--- GIVEN ENTRIES ---

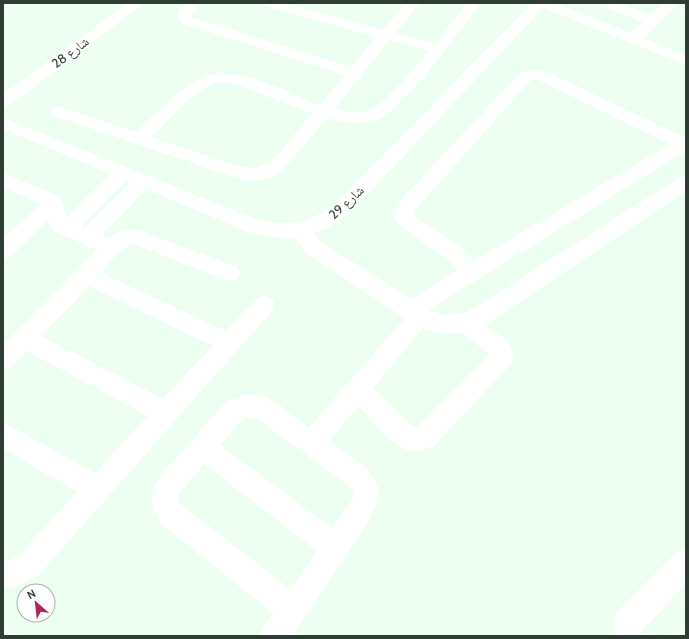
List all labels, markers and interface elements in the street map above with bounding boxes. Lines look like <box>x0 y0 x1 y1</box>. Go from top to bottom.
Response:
street label: شارع 28 <box>48 33 93 73</box>
street label: شارع 29 <box>325 182 368 224</box>
north arrow <box>16 583 56 623</box>
text: N <box>25 586 38 602</box>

---

■ TO DO:
Please reprint the whole listing exactly and omit its pictures.

■ SOLUTION TO THIS TASK:
List all labels, markers and interface elements in the street map above with bounding boxes. Lines look like <box>x0 y0 x1 y1</box>. Go from top to bottom.
Response:
street label: شارع 28 <box>48 33 93 73</box>
street label: شارع 29 <box>325 182 368 224</box>
north arrow <box>16 583 56 623</box>
text: N <box>25 586 38 602</box>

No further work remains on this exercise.